Tak hanya itu. Tiga bidang tanah di Tuban juga dipasangi tanda penyitaan. Tanah tersebut sebelumnya direncanakan menjadi lokasi tambang pasir oleh salah satu tersangka yang kini dalam radar KPK.
Langkah penyitaan itu dilakukan bersamaan dengan pemeriksaan terhadap lima saksi kunci di kantor Badan Pengawasan Keuangan dan Pembangunan (BPKP) Jawa Timur pada Kamis, 26 Juni.

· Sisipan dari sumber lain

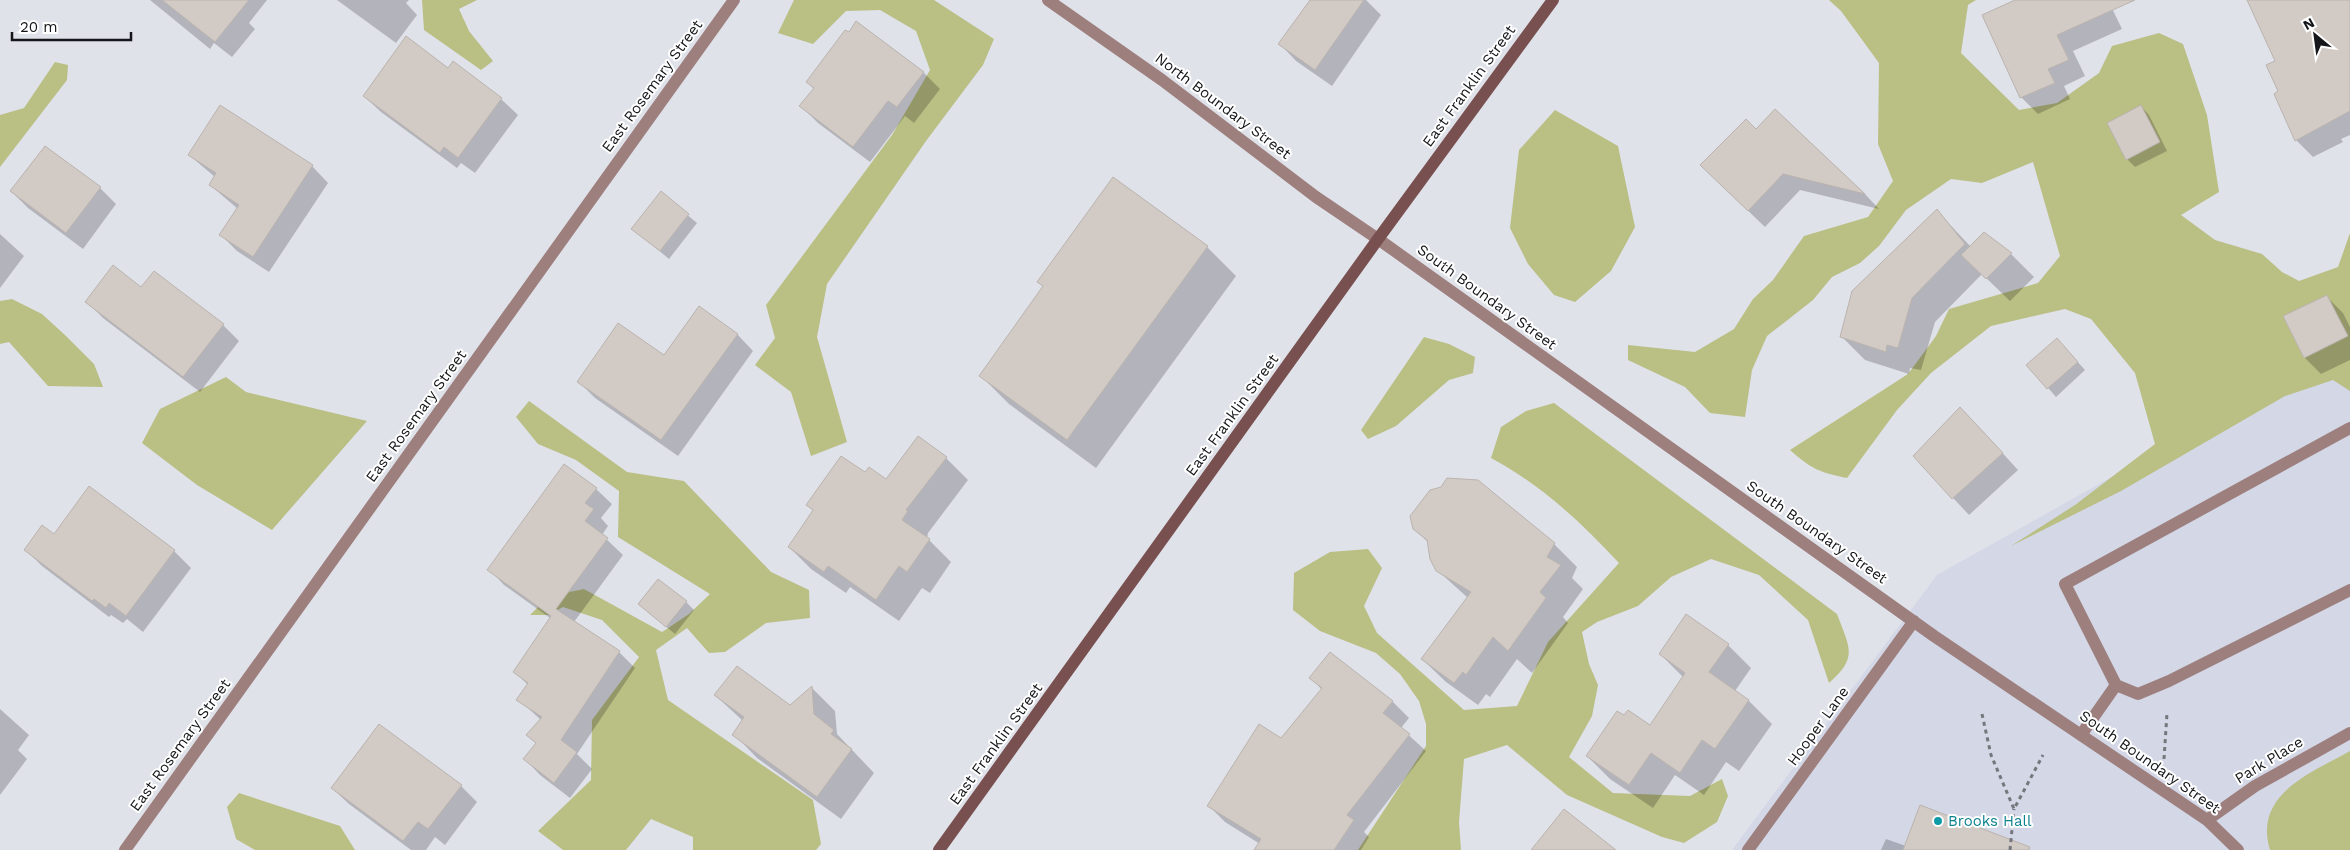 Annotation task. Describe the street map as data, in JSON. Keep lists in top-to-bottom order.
{
  "streets": {
    "main road": ["East Franklin Street"],
    "street": [
      "East Rosemary Street",
      "North Boundary Street",
      "South Boundary Street",
      "Hooper Lane",
      "Park Place"
    ]
  },
  "crossings": [
    ["East Franklin Street", "North Boundary Street"],
    ["East Franklin Street", "South Boundary Street"],
    ["North Boundary Street", "South Boundary Street"],
    ["South Boundary Street", "Hooper Lane"],
    ["South Boundary Street", "Park Place"]
  ],
  "places": ["Brooks Hall"],
  "scale_bar": "20 m",
  "north": "top left"
} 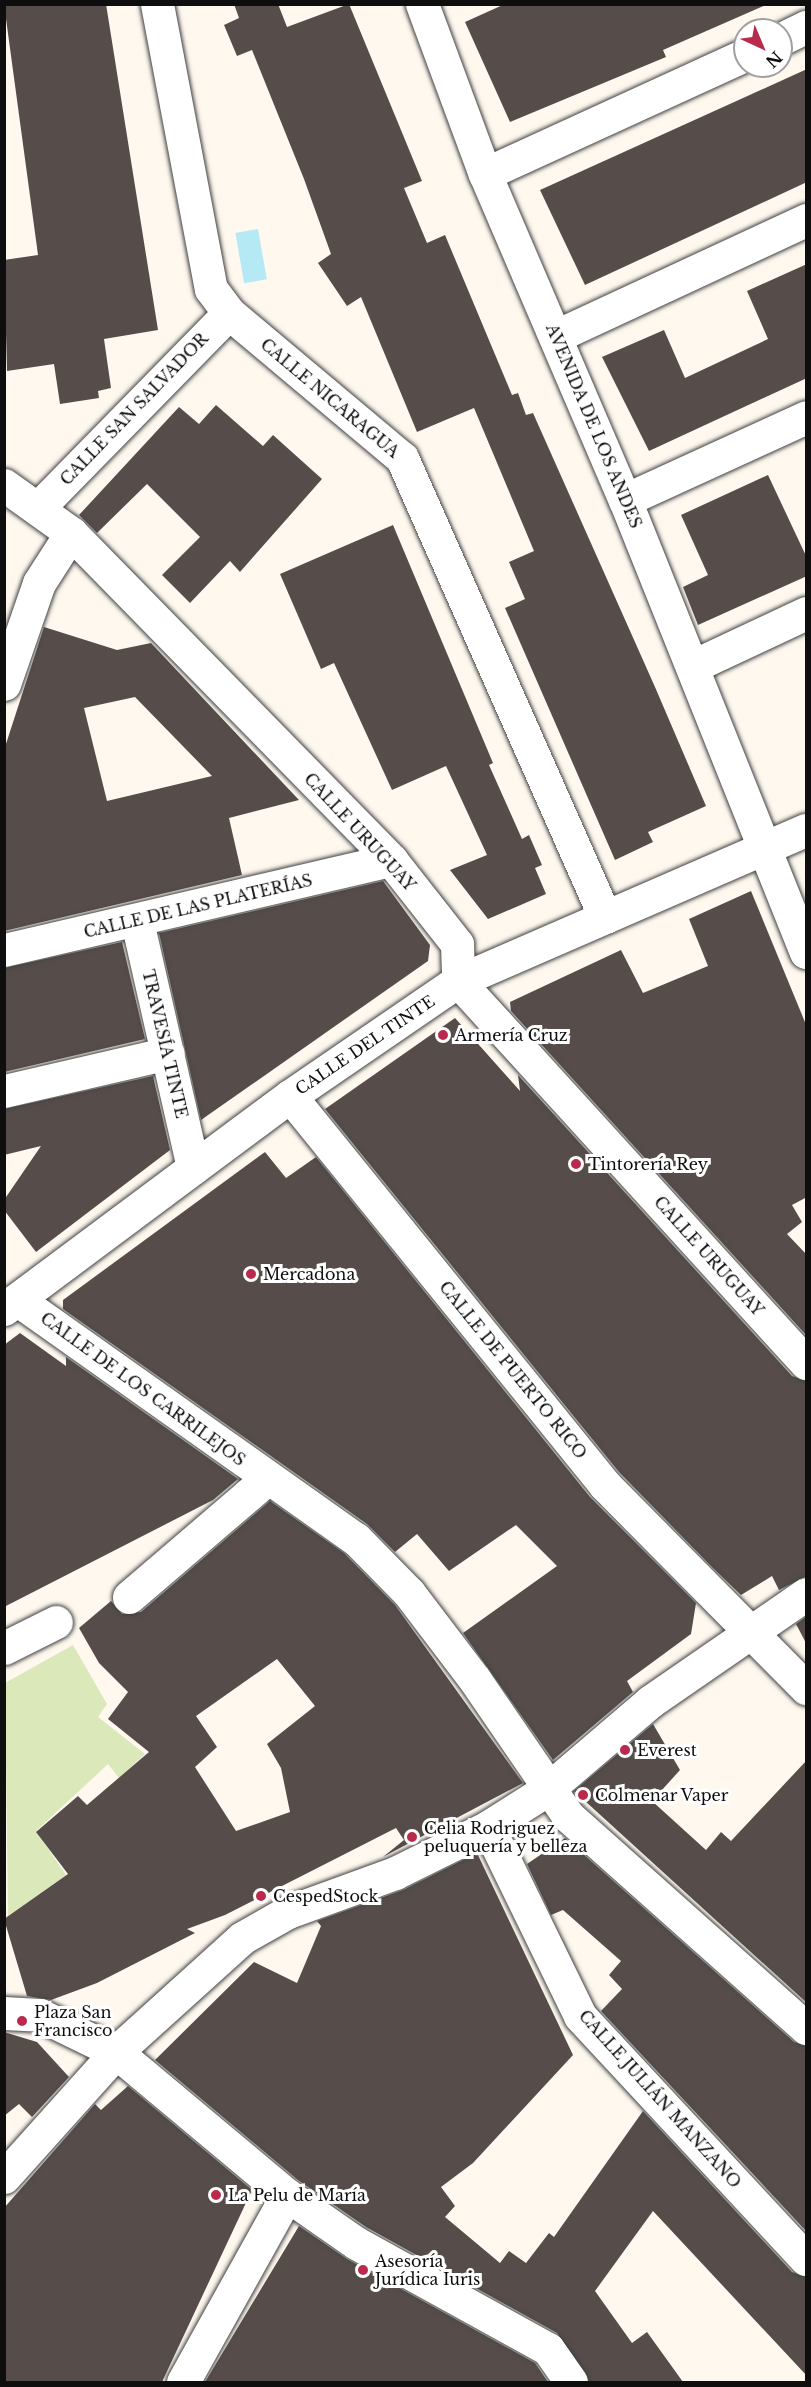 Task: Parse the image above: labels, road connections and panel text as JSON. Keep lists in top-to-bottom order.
{
  "streets": {
    "street": [
      "CALLE NICARAGUA",
      "CALLE SAN SALVADOR",
      "AVENIDA DE LOS ANDES",
      "CALLE URUGUAY",
      "CALLE DE LAS PLATERÍAS",
      "TRAVESÍA TINTE",
      "CALLE DEL TINTE",
      "CALLE DE PUERTO RICO",
      "CALLE DE LOS CARRILEJOS",
      "CALLE JULIÁN MANZANO"
    ]
  },
  "crossings": [
    ["CALLE NICARAGUA", "CALLE SAN SALVADOR"],
    ["CALLE NICARAGUA", "CALLE DEL TINTE"],
    ["CALLE SAN SALVADOR", "CALLE URUGUAY"],
    ["AVENIDA DE LOS ANDES", "CALLE DEL TINTE"],
    ["CALLE URUGUAY", "CALLE DE LAS PLATERÍAS"],
    ["CALLE URUGUAY", "CALLE DEL TINTE"],
    ["CALLE DE LAS PLATERÍAS", "TRAVESÍA TINTE"],
    ["TRAVESÍA TINTE", "CALLE DEL TINTE"],
    ["CALLE DEL TINTE", "CALLE DE PUERTO RICO"],
    ["CALLE DEL TINTE", "CALLE DE LOS CARRILEJOS"]
  ],
  "places": [
    "Armería Cruz",
    "Tintorería Rey",
    "Mercadona",
    "Everest",
    "Colmenar Vaper",
    "Celia Rodriguez peluquería y belleza",
    "CespedStock",
    "Plaza San Francisco",
    "La Pelu de María",
    "Asesoría Jurídica Iuris"
  ],
  "north": "bottom right"
}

Mereka yang dimintai keterangan antara lain:
- Anwar Sadad, Anggota DPR RI dari Partai Gerindra
- Mathur Husyairi, mantan anggota DPRD Jatim
- Pengurus Kacong Mahhud Institute
- Dua pihak swasta: Abd Motollib dan Firman Ariyanto
Kelima saksi digali keterangannya soal proses penganggaran dan mekanisme distribusi dana hibah yang semestinya dialokasikan untuk masyarakat. “Kami dalami keterlibatan mereka dalam proses alokasi dana dan prosedur penganggarannya,” ujar Budi.
Kasus ini merupakan bagian dari pengembangan penyidikan besar KPK yang telah menjerat 21 tersangka. Skandal korupsi dana hibah ini mencuat sejak penyidik mengungkap keterlibatan Sahat Tua P. Simandjuntak, Wakil Ketua DPRD Jawa Timur periode 2019–2024.
Sahat telah dijatuhi hukuman 9 tahun penjara dan denda Rp 1 miliar oleh majelis hakim Pengadilan Tipikor Surabaya pada 26 September 2023. Selain itu, ia juga diwajibkan membayar uang pengganti sebesar Rp 39,5 miliar yang harus dilunasi satu bulan sejak vonis berkekuatan hukum tetap (inkrah).
Majelis hakim menyatakan Sahat terbukti menerima fee dari dana hibah berbasis pokok-pokok pikiran DPRD yang bersumber dari APBD Jatim tahun 2020–2022 dan sebagian anggaran 2022–2024, termasuk dana untuk wilayah Kabupaten Sampang.
Total nilai dana hibah kelompok masyarakat yang dikelola Pemprov Jawa Timur mencapai Rp 200 miliar. Namun, proses distribusinya dipenuhi rekayasa dan dugaan transaksi gelap antara oknum legislatif, eksekutif, hingga aktor non-pemerintah.